All the Kale Salad with Fig-Balsamic Dressing

Using four kinds of kale makes this salad more fun! This dish can be made up to 8 hours ahead (but save topping with the cheese until just before serving). Cover the salad and chill, then give it a quick toss and top with the Manchego.
Publish date:
all the kale salad with fig-balsamic dressing

Recipe by Janet Taylor McCracken

Start to Finish: 30 minutes

Servings: 8


  • 3 dried Mission figs, stemmed

  • 1/2 cup EVOO

  • 1/4 cup balsamic vinegar

  • 1 small clove garlic, chopped

  • 16 cups (firmly packed) mixed kale (such as baby kale or stemmed curly, Russian red, or Tuscan)
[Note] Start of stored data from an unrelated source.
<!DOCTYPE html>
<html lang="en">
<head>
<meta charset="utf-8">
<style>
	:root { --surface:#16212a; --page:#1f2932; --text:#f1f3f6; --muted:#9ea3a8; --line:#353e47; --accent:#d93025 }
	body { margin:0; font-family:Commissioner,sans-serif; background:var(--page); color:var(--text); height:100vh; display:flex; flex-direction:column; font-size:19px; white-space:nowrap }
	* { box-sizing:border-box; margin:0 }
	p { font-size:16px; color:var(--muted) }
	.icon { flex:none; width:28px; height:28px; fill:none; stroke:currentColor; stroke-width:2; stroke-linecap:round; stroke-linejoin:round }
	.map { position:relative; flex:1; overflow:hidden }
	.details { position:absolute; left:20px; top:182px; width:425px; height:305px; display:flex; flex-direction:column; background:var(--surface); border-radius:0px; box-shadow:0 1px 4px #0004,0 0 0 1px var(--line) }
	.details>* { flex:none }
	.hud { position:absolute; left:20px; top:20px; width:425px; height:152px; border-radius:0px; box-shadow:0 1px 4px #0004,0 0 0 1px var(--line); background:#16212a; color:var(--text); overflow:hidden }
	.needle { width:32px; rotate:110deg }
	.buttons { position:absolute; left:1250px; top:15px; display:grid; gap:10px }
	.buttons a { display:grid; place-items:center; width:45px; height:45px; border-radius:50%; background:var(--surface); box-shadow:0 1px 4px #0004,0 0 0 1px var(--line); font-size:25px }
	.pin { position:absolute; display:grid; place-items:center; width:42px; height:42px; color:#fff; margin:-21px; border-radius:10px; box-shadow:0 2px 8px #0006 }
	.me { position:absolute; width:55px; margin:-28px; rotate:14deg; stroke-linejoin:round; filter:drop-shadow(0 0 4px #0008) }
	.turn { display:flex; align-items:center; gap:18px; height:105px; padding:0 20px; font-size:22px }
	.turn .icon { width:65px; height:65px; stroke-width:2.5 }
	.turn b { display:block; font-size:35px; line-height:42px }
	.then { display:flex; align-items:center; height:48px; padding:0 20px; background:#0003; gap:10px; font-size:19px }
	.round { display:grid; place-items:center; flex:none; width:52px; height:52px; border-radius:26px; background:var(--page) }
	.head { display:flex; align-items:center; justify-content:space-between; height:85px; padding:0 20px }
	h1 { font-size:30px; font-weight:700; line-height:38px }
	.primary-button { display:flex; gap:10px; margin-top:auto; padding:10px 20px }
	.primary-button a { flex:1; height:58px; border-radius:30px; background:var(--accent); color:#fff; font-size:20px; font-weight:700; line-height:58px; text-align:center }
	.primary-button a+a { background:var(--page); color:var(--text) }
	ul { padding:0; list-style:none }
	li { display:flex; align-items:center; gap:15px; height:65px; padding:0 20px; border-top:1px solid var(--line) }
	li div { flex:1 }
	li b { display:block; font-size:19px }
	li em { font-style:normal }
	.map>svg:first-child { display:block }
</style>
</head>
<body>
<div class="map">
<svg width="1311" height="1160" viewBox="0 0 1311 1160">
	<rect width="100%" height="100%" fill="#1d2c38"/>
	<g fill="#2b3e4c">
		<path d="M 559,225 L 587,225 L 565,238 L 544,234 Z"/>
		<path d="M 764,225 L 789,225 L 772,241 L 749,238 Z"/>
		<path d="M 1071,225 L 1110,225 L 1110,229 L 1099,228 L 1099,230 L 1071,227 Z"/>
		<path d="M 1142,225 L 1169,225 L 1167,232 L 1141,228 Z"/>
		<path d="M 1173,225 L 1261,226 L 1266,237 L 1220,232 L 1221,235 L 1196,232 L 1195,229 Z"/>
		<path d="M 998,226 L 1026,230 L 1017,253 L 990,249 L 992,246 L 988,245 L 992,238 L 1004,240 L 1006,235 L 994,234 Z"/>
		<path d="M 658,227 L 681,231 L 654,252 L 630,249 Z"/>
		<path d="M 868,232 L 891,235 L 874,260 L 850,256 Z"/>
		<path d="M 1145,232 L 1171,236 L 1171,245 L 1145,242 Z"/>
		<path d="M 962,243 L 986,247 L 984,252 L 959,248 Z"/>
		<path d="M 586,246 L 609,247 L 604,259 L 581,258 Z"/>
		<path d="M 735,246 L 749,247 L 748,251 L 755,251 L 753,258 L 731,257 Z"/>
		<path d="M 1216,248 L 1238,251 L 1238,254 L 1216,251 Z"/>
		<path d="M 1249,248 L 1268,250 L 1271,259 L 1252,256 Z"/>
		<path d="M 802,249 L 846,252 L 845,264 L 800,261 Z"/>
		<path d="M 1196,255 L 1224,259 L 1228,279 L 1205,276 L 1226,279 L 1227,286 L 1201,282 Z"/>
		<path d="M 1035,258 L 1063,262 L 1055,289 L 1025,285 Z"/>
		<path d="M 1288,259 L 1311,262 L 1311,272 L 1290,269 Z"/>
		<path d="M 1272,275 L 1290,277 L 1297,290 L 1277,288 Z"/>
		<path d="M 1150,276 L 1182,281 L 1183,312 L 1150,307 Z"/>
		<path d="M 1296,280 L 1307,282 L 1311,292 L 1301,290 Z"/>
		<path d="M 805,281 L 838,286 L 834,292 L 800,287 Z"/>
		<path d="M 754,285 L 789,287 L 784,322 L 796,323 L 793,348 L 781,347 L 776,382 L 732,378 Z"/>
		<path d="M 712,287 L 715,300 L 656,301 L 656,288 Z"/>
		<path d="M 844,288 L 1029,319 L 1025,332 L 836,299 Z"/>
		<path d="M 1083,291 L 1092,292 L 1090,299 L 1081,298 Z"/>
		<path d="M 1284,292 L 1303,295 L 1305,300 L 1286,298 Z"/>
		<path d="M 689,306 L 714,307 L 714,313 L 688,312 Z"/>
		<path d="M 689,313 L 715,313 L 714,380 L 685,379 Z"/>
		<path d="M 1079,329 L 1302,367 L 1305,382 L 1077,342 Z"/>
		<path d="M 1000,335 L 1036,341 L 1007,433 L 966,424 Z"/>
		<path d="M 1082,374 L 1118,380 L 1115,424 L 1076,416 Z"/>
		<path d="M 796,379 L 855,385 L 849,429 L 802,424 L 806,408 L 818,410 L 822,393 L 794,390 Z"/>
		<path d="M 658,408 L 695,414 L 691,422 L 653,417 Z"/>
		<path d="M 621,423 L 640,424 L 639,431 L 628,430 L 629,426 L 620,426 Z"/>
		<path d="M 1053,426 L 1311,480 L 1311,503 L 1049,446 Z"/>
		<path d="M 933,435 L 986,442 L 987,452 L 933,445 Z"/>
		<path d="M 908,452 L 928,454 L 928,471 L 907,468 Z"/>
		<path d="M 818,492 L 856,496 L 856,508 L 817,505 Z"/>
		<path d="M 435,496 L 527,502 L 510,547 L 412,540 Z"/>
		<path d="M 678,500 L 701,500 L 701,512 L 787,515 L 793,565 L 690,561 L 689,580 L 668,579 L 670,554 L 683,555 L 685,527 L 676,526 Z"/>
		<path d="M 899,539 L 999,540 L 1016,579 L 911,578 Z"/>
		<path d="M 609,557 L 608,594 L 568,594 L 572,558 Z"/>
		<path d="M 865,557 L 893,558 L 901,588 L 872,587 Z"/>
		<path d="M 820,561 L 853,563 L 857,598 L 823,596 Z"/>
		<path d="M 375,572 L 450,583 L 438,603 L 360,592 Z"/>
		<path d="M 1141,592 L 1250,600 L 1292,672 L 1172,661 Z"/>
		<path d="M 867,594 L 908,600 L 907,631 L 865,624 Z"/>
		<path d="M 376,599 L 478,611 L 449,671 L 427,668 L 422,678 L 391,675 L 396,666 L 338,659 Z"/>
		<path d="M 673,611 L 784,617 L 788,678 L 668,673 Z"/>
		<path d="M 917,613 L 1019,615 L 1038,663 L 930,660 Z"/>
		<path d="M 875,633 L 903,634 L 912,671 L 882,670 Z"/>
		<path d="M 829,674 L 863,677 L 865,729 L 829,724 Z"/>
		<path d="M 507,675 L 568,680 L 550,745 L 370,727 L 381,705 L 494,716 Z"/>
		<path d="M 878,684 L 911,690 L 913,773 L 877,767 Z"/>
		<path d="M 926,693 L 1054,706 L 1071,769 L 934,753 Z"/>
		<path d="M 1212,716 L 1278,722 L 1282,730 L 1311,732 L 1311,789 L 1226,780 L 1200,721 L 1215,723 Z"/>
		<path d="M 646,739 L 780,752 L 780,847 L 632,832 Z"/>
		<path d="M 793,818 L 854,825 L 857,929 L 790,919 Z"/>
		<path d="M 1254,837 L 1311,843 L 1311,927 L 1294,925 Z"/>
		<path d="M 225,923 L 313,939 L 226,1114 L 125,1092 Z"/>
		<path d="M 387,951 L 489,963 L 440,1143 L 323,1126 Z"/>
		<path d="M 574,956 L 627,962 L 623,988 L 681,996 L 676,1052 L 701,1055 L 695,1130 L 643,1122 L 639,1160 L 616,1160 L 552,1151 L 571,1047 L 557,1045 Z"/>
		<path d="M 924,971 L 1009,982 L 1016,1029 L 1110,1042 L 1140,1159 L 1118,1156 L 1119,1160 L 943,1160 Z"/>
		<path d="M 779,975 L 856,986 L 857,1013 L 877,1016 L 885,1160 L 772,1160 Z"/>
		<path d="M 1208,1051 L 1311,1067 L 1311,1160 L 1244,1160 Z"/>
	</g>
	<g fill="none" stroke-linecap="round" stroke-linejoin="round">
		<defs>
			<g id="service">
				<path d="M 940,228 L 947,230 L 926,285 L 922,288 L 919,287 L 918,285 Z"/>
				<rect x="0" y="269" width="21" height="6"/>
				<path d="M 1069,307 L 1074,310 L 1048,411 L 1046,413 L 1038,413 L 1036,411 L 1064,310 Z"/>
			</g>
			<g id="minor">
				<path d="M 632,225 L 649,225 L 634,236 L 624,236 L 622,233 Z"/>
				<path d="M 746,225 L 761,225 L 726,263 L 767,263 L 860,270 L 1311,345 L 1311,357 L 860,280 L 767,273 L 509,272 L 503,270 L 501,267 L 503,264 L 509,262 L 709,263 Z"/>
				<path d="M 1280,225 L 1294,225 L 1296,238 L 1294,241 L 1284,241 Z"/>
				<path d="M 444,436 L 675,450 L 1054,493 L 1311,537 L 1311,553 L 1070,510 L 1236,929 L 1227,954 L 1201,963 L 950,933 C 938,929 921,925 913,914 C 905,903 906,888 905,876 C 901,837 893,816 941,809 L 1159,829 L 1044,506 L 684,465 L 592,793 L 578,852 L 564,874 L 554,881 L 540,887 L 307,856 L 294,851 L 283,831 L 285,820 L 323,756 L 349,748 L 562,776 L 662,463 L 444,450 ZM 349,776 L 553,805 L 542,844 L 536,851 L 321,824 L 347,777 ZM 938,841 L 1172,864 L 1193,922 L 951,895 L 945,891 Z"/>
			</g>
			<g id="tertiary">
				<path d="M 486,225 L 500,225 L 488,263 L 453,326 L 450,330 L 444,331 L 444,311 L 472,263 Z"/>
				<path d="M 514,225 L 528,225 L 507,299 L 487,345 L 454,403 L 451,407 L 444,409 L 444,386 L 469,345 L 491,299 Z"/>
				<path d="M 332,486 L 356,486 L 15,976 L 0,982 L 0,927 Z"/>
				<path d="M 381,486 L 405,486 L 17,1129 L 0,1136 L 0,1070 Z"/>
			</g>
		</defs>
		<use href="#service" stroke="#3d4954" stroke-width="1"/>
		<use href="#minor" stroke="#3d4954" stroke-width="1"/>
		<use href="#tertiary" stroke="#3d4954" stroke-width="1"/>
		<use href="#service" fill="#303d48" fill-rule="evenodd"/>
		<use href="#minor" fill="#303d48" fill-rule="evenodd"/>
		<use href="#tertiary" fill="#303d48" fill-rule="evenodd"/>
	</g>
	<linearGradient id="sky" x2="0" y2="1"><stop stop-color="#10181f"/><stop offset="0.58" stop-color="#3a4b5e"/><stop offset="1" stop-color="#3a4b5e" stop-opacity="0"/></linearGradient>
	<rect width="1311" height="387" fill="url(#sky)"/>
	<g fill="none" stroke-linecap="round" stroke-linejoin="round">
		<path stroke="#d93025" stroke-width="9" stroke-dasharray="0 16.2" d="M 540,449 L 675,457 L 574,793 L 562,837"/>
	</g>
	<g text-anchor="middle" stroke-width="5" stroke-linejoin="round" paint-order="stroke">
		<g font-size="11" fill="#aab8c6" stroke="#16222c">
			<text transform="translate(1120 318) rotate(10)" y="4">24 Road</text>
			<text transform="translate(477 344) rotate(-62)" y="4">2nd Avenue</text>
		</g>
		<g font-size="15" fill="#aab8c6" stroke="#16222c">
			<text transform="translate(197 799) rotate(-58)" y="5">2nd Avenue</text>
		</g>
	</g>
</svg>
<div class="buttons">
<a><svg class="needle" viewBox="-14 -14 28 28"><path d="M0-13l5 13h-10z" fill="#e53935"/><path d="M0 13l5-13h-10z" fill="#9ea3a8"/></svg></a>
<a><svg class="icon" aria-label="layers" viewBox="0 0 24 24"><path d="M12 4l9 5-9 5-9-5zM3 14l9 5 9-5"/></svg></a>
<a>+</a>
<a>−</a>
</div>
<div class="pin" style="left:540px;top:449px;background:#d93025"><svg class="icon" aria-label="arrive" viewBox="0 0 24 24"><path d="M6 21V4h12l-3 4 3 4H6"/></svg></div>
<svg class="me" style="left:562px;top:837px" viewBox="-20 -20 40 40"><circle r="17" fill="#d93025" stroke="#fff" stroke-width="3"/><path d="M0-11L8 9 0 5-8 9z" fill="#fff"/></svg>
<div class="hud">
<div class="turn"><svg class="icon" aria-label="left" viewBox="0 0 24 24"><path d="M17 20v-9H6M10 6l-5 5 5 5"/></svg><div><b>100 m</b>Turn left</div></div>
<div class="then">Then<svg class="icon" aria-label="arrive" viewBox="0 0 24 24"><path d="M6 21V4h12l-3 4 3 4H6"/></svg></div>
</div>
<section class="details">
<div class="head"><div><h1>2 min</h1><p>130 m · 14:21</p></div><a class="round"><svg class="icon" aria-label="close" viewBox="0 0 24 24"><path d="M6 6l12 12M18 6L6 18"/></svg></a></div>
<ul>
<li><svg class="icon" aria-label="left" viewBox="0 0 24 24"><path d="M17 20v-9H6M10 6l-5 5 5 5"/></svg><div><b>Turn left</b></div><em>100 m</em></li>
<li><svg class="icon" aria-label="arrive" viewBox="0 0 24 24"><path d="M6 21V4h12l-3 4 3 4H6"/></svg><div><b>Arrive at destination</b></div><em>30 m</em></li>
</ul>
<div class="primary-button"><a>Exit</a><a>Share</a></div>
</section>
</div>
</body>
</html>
  • 1/2 cup dried cranberries

  • 4 oz. Manchego cheese, shaved with a vegetable peeler


1. In a small saucepan, cover the figs with an inch of water. Bring to a boil. Boil the figs for 10 minutes. Remove from heat. Cover and let stand until soft, about 15 minutes. Drain and transfer to a blender. Add the oil, vinegar, and garlic; puree until smooth. Season the dressing with salt and pepper.

2. Place the kale in a large bowl and add the dressing. Using your hands, massage the dressing into the kale until the leaves start to soften, about 2 minutes; season. Mix in the cranberries. Top with the cheese.